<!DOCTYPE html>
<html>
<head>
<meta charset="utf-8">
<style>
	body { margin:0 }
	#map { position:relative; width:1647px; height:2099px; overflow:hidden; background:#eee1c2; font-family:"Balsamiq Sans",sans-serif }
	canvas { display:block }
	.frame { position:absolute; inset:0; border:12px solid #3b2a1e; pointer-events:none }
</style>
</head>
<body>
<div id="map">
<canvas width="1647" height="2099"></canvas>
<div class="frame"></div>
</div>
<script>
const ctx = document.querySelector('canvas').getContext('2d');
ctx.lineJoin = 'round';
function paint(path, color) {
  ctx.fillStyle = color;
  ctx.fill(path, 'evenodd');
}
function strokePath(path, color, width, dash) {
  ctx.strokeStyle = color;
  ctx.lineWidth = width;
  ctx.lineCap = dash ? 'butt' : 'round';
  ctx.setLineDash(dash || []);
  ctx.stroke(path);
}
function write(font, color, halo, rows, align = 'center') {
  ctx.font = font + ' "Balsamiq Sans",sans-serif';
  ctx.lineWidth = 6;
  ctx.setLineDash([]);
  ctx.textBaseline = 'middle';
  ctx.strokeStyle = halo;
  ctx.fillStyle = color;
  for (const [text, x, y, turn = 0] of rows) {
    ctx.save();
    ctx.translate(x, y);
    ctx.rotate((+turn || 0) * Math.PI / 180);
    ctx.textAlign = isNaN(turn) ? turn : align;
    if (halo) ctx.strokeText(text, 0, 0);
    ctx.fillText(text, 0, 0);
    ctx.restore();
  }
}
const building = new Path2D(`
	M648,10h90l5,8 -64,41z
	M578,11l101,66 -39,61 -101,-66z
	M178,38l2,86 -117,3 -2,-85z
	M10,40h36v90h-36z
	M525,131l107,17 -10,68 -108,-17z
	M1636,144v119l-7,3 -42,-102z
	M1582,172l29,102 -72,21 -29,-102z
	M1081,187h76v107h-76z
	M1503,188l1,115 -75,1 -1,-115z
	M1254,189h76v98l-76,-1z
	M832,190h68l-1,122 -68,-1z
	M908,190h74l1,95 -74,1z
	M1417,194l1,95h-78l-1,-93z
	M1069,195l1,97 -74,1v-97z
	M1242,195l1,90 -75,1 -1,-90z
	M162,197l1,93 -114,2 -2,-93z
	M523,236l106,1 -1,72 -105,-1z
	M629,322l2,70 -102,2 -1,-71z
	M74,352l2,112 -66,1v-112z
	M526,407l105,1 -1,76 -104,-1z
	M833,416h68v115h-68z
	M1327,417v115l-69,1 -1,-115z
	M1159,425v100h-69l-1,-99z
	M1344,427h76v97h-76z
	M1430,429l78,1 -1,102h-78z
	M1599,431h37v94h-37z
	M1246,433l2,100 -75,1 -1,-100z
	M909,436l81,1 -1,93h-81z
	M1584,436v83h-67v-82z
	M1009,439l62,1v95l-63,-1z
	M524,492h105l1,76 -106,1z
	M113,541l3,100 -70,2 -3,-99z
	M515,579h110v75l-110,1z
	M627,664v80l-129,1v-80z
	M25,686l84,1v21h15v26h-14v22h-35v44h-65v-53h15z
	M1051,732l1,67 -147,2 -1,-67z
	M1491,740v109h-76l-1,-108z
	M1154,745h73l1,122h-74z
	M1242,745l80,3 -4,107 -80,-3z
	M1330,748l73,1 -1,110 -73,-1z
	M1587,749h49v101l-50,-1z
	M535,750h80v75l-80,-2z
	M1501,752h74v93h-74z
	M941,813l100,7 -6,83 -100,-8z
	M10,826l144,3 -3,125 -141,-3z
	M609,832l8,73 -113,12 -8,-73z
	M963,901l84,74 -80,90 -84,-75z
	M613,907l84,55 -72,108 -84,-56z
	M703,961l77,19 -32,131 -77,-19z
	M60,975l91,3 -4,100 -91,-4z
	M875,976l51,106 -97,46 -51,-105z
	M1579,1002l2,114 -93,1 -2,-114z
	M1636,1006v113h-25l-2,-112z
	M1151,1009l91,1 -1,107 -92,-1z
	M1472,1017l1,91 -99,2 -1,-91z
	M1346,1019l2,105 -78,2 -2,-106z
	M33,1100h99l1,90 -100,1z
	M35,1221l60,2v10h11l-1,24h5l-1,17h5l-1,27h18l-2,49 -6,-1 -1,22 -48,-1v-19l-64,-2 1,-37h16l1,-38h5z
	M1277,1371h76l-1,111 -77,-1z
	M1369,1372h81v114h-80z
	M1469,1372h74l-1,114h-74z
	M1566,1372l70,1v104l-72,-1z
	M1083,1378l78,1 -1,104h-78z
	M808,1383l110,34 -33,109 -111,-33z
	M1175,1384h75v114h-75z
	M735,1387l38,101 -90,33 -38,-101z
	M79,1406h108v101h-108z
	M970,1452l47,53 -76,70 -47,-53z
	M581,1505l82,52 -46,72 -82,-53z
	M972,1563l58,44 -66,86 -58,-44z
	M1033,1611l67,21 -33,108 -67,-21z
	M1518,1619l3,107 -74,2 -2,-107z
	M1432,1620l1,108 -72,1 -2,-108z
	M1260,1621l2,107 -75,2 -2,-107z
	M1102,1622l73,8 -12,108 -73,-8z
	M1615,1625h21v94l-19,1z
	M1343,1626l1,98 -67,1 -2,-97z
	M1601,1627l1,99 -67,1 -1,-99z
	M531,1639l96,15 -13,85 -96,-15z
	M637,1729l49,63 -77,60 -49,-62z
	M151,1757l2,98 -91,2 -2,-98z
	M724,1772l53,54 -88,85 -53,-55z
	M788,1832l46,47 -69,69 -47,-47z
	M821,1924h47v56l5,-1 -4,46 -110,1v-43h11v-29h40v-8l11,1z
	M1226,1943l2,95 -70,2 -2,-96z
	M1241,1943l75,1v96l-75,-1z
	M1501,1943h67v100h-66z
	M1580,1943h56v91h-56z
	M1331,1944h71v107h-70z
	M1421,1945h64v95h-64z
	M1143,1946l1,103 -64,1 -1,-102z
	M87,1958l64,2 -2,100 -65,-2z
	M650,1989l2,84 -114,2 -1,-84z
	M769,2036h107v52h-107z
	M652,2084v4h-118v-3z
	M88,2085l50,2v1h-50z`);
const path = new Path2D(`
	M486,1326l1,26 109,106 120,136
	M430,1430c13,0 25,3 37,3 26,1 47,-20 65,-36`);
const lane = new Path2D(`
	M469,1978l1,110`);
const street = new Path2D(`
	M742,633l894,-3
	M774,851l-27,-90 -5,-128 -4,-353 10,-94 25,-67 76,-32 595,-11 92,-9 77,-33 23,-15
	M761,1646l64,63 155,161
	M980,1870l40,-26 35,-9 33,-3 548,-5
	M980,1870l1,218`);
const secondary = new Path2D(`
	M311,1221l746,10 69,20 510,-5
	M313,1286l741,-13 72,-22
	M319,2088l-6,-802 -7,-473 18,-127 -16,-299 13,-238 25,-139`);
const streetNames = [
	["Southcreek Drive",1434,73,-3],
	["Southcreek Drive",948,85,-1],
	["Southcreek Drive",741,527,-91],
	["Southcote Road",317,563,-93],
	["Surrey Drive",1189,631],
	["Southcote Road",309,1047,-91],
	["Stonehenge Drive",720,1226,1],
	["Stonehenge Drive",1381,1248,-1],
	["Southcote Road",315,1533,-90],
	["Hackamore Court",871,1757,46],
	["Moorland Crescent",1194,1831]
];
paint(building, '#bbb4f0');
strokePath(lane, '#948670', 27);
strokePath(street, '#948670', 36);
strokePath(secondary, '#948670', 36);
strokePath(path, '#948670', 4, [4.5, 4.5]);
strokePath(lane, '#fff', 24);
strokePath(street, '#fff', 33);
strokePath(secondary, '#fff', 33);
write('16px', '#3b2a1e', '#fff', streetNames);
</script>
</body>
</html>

______________________________

Task statement:
Exactly as written, give again every line from the one containing "strokePath(lane, '#948670', 27);" through the last line of the material above, and no other lines.

Result for this exercise:
strokePath(lane, '#948670', 27);
strokePath(street, '#948670', 36);
strokePath(secondary, '#948670', 36);
strokePath(path, '#948670', 4, [4.5, 4.5]);
strokePath(lane, '#fff', 24);
strokePath(street, '#fff', 33);
strokePath(secondary, '#fff', 33);
write('16px', '#3b2a1e', '#fff', streetNames);
</script>
</body>
</html>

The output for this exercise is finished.